Но я уже успела соскучиться по дому. Не по жизни в Юте, а по Рейфу и папе. Мы снова обнялись – они стали мне как втора, семья.
– Наверное, дальше от родного дома я уже никогда не выберусь, – вздохнула я.
– Никогда – слишком сильное слово. Жизнь длинная, – философски заметил папа Серены. – Я слышал, что ты хочешь учиться на врача. Думаю, что в стране много достойных колледжей. Я знаю, что в Бостоне есть община мормонов. Юта – твоя родина, но это не означает, что ты привязана к ней навсегда.
Конечно, я знала, но никогда не задумывалась над этим всерьез. Я бы могла переехать, но оставаться собой. Я думала, что пойду по проторенной дорожке, но теперь поняла, что могу выбирать. Я способна хорошо учиться и рассчитывать на стипендию, отправиться в другое место – туда, где не погибали Рути и Беки. Я могла бы оставаться той же Ронни, к которой все привыкли, но в то же время ощутить себя новой. Я могла бы поработать и скопить денег на университет. Переезд стал бы для меня исцелением.

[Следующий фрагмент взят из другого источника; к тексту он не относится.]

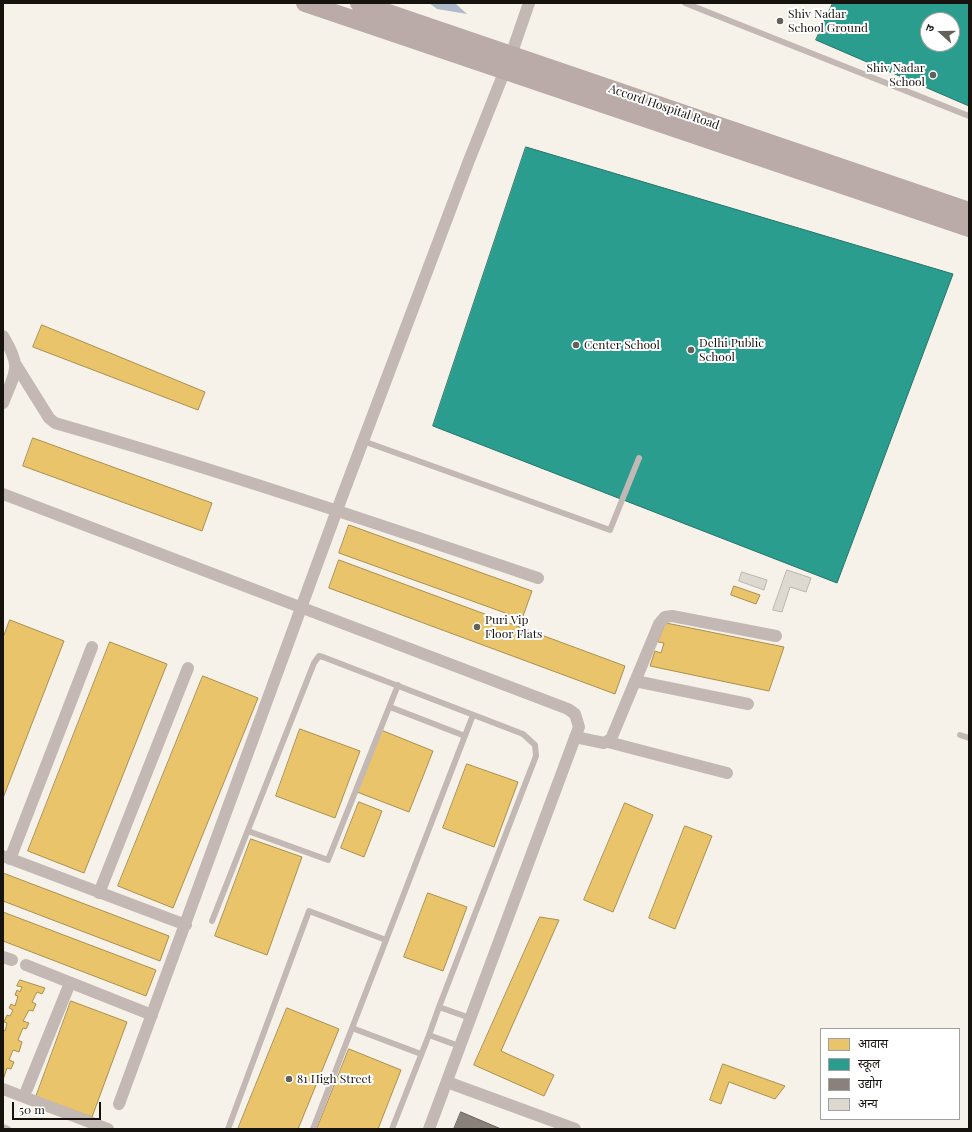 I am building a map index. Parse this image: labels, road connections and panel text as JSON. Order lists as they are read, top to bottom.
{
  "streets": {
    "street": ["Accord Hospital Road"]
  },
  "places": [
    "Shiv Nadar School Ground",
    "Shiv Nadar School",
    "Center School",
    "Delhi Public School",
    "Puri Vip Floor Flats",
    "81 High Street"
  ],
  "legend": [
    "आवास",
    "स्कूल",
    "उद्योग",
    "अन्य"
  ],
  "scale_bar": "50 m",
  "north": "left"
}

Это вполне укладывается в рамки нашей веры: я бы продолжала быть хорошей девочкой из семьи мормонов, но, как и моя мама, имела бы и свои интересы.
На обратном пути я все время возвращалась к этой мысли, обдумывая ее и так и эдак. Я думала о том, как объясню свое решение родителям, так чтобы не задеть их чувств. Я могла не торопиться. Впереди были годы на размышление. Я могла принять решение, а потом изменить его, чтобы в итоге прийти к третьему варианту.
Все это было непривычно, пугающе, но будоражило мое воображение.
Мои родители были счастливы увидеть меня отдохнувшей и загоревшей. Рейф так обрадовался, что подлез под заграждение и бросился ко мне на руки. Похоже, родители считали, что я буду кипеть от желания поделиться с ними новостями, но я молчала. Мне так хотелось сесть на Джейд и увидеть Клэр и всех друзей! Я очень любила свою семью, но возвращение означало для меня Погружение в тоску и безысходность.
Дома я увидела нераспечатанный конверт на столе в холле. Когда я прочитала обратный адрес, у меня едва не закружилась Голова: «Эрли».
– Это не он, – быстро сказала мама. – Это от его родителей. Я не смогла заставить себя распечатать письмо.
Она смотрела на невзрачный конверт так, словно это был скорпион.
– Но, конечно, я должна сделать над собой усилие. Я думаю, Ронни, что им от нас ничего не надо. Просто они тоже родители, поэтому ищут прощение. Каково осознавать, что твой ребенок совершил такое тяжкое преступление?
– Ты должна сжечь его, – заявила я и понесла вещи к стиральной машине.
– Это было бы несправедливо, – ответила мама. – Я хочу молиться о том, чтобы мне была дарована мудрость прочесть это письмо.
Решение, которое, в конце концов, приняла мама, потрясло меня и впервые в жизни заставило усомниться во вменяемости моих родителей.
Глава двенадцатая
Курсовые работы учебного года я завершила до срока и посвятила все время накануне Рождества подготовке к экзаменам в колледж. Вместе с мамой я прошла заново основы алгебры, геометрии, математики, а еще химии, биологии и физики. С отцом я проштудировала лексику и значения отдельных слов: «Енот по сравнению с белым медведем – все равно что мусульманин по сравнению с исламским экстремистом. Плотник и архитектор – это как хореограф и...»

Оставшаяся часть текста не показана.